## DIRECTIONS FOR THIS TASK:
Return each line of the listing that has the word "lane" in it.
———
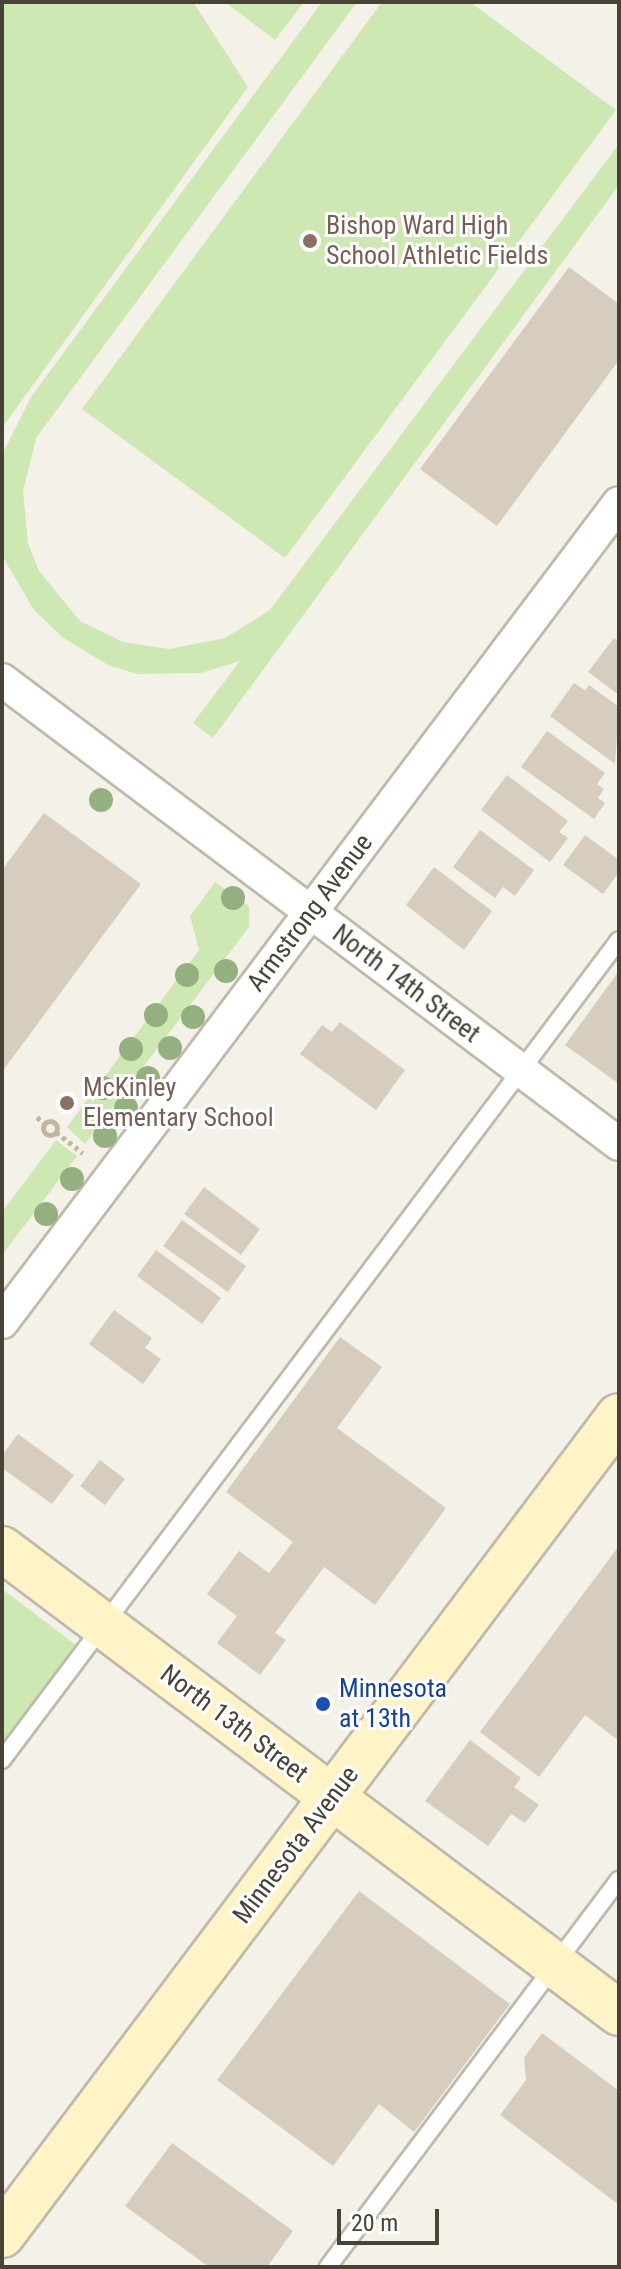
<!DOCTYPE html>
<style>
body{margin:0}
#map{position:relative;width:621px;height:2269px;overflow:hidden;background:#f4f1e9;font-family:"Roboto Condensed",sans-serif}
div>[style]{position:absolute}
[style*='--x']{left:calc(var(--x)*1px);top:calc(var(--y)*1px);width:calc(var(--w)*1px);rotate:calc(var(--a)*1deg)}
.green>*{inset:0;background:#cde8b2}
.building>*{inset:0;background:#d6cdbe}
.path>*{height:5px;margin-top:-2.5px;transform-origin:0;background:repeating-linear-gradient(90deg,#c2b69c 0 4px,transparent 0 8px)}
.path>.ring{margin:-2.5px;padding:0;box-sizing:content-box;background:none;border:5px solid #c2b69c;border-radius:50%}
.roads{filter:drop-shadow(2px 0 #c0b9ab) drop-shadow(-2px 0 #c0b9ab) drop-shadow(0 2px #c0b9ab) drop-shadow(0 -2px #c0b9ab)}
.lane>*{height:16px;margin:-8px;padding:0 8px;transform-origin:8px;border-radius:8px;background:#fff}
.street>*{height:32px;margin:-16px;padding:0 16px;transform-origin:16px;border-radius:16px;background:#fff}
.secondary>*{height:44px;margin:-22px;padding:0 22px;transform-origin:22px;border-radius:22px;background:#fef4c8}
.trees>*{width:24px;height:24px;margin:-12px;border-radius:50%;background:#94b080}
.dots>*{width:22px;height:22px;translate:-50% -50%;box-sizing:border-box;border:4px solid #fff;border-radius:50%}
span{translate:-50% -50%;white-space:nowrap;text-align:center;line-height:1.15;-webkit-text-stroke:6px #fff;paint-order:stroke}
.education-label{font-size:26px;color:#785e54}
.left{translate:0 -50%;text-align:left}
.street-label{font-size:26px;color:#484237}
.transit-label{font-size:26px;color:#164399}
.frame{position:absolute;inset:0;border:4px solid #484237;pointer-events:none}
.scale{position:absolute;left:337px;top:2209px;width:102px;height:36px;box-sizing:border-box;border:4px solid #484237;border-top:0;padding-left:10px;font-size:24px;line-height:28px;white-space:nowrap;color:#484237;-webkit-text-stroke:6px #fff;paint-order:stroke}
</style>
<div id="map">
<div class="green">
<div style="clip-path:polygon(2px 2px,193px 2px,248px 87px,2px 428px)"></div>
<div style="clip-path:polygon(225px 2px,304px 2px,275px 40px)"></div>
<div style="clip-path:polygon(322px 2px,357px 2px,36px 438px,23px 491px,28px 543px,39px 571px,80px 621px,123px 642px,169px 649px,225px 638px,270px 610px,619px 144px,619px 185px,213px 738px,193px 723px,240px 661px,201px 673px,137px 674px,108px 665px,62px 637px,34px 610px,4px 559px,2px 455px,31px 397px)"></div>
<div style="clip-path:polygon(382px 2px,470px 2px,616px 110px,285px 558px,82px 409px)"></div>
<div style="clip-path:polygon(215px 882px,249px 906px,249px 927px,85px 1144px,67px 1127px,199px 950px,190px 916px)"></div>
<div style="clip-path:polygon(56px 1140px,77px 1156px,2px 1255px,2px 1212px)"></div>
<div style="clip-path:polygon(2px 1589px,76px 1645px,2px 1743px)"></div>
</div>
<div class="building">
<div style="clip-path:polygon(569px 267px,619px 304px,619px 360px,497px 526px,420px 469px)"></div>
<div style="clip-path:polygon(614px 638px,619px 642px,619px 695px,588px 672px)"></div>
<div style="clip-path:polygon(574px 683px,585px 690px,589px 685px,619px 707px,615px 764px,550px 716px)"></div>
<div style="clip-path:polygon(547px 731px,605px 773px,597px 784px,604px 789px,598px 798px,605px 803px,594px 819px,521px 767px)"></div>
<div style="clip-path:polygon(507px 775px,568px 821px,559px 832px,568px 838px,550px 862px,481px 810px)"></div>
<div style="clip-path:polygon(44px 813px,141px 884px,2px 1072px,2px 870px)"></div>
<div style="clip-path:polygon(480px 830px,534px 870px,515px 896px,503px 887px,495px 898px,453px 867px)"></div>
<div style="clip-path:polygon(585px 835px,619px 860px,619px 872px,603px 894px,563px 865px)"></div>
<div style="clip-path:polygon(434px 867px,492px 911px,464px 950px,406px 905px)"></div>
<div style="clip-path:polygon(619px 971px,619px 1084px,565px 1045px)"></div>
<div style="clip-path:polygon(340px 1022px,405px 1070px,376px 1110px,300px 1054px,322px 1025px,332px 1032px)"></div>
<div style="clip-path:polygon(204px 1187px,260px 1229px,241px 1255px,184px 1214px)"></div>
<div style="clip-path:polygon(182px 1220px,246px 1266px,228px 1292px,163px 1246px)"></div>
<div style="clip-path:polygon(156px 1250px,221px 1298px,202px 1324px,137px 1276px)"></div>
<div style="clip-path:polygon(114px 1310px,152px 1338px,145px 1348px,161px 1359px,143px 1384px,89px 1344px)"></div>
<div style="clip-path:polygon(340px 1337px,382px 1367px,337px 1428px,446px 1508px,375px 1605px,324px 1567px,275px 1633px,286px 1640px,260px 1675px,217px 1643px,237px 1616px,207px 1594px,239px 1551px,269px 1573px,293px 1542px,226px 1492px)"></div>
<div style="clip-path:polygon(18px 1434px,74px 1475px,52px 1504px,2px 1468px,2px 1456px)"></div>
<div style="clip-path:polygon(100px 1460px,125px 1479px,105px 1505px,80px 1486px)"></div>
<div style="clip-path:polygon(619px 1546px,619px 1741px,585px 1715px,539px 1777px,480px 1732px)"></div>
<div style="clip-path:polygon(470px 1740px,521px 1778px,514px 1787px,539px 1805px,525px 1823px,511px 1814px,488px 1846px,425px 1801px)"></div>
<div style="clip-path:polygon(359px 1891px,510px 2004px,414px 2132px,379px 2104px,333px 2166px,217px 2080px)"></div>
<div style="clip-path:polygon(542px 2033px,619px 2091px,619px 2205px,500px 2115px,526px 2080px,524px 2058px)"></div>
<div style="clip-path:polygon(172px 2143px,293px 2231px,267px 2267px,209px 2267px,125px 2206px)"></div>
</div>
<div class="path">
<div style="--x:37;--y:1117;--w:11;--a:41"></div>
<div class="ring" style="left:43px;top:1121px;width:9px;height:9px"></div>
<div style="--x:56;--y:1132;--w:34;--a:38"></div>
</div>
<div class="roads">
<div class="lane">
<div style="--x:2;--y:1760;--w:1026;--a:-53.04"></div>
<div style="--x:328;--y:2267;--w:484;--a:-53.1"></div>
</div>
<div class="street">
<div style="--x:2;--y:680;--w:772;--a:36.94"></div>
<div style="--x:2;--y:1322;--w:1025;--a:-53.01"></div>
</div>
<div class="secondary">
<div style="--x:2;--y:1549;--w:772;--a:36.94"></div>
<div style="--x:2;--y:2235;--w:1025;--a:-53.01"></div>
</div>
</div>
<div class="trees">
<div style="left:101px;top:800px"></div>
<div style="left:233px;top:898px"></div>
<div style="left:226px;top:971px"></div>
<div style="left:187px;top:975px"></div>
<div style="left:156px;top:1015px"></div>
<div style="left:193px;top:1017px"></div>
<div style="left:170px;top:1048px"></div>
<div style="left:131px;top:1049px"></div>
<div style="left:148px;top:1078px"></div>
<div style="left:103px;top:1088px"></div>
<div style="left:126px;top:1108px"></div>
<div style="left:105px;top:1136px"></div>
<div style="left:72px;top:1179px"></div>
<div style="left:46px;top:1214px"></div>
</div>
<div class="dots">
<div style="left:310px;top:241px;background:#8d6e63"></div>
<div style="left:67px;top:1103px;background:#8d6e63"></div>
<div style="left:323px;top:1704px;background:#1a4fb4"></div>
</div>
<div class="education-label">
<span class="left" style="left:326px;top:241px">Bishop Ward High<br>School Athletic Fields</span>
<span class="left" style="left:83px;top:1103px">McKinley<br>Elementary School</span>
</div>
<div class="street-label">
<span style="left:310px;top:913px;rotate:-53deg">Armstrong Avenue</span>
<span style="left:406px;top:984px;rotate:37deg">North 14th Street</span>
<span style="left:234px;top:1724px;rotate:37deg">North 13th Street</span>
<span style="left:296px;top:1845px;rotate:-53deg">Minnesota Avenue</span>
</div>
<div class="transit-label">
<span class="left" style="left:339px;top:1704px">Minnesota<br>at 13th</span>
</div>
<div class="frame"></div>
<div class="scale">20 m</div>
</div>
———
## EXERCISE RESPONSE:
.lane>*{height:16px;margin:-8px;padding:0 8px;transform-origin:8px;border-radius:8px;background:#fff}
<div class="lane">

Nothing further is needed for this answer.